What the task requires → Each entry below should be restated word for word, without any picture it contains.

◆ ◆ ◆ ◆

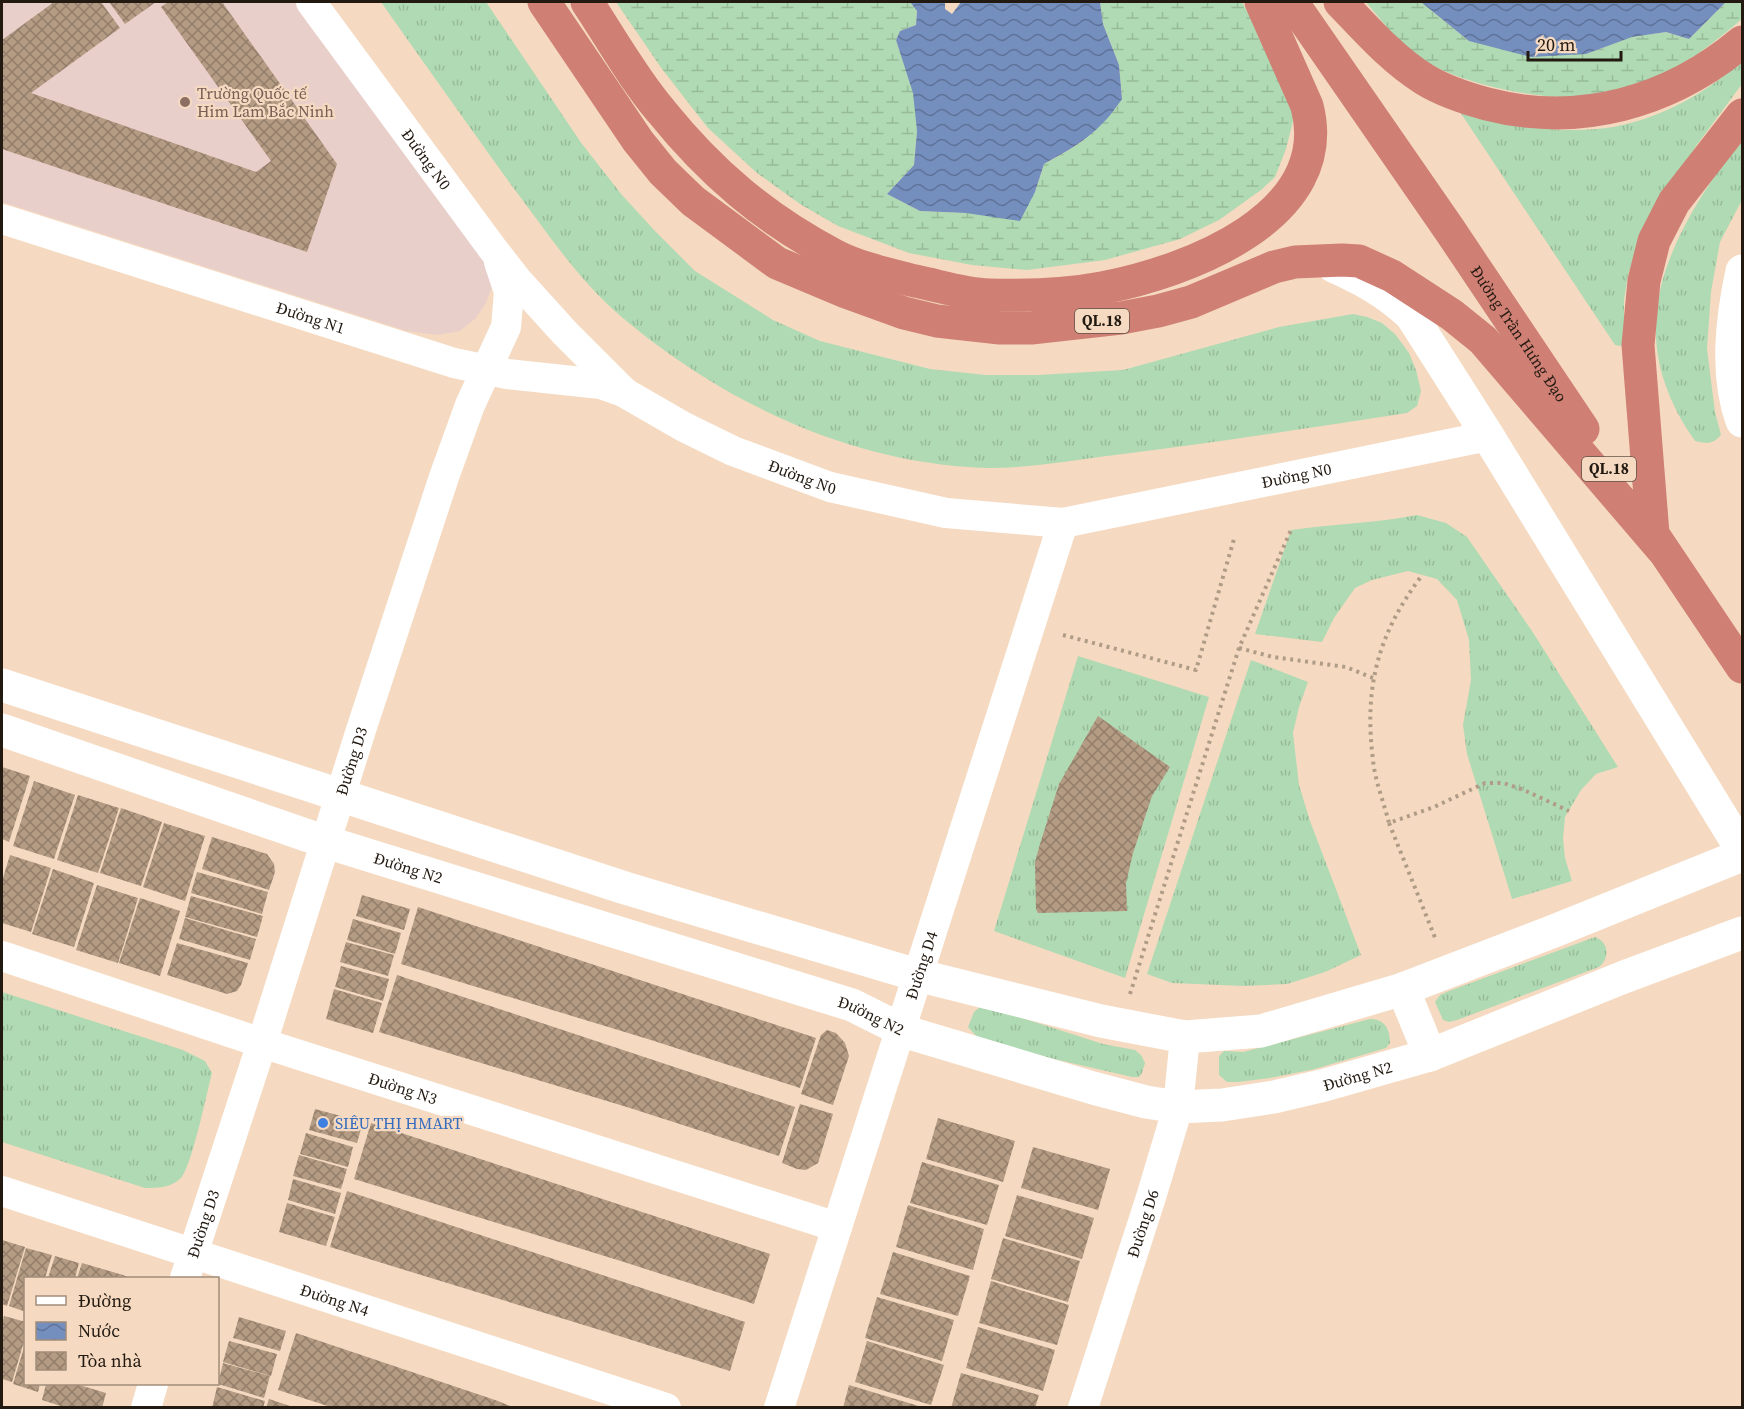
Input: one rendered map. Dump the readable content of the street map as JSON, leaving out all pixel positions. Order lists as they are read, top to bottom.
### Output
{
  "streets": {
    "highway": ["QL.18", "Đường Trần Hưng Đạo"],
    "street": [
      "Đường N0",
      "Đường N1",
      "Đường D3",
      "Đường N2",
      "Đường D4",
      "Đường N3",
      "Đường D6",
      "Đường N4"
    ]
  },
  "crossings": [
    ["Đường N0", "Đường N1"],
    ["Đường N0", "Đường D3"],
    ["Đường N0", "Đường D4"],
    ["Đường N1", "Đường D3"],
    ["QL.18", "Đường Trần Hưng Đạo"],
    ["Đường D3", "Đường N2"],
    ["Đường D3", "Đường N3"],
    ["Đường D3", "Đường N4"],
    ["Đường N2", "Đường D4"],
    ["Đường N2", "Đường D6"],
    ["Đường D4", "Đường N3"]
  ],
  "places": ["Trường Quốc tế Him Lam Bắc Ninh", "SIÊU THỊ HMART"],
  "legend": ["Đường", "Nước", "Tòa nhà"],
  "scale_bar": "20 m"
}
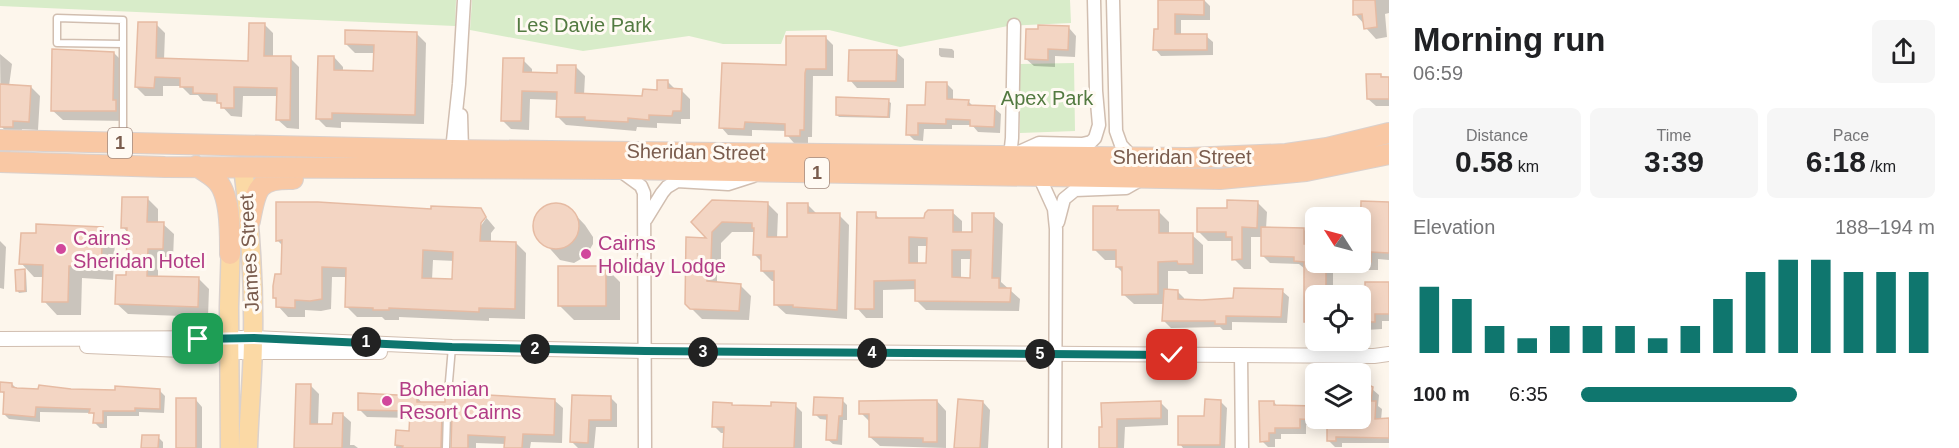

◆ ◆ ◆ ◆

Response for this exercise →
Input: one rendered map. Dump the readable content of the street map as JSON, leaving out all pixel positions. Order lists as they are read, top to bottom.
### Output
{
  "streets": {
    "highway": ["QL.18", "Đường Trần Hưng Đạo"],
    "street": [
      "Đường N0",
      "Đường N1",
      "Đường D3",
      "Đường N2",
      "Đường D4",
      "Đường N3",
      "Đường D6",
      "Đường N4"
    ]
  },
  "crossings": [
    ["Đường N0", "Đường N1"],
    ["Đường N0", "Đường D3"],
    ["Đường N0", "Đường D4"],
    ["Đường N1", "Đường D3"],
    ["QL.18", "Đường Trần Hưng Đạo"],
    ["Đường D3", "Đường N2"],
    ["Đường D3", "Đường N3"],
    ["Đường D3", "Đường N4"],
    ["Đường N2", "Đường D4"],
    ["Đường N2", "Đường D6"],
    ["Đường D4", "Đường N3"]
  ],
  "places": ["Trường Quốc tế Him Lam Bắc Ninh", "SIÊU THỊ HMART"],
  "legend": ["Đường", "Nước", "Tòa nhà"],
  "scale_bar": "20 m"
}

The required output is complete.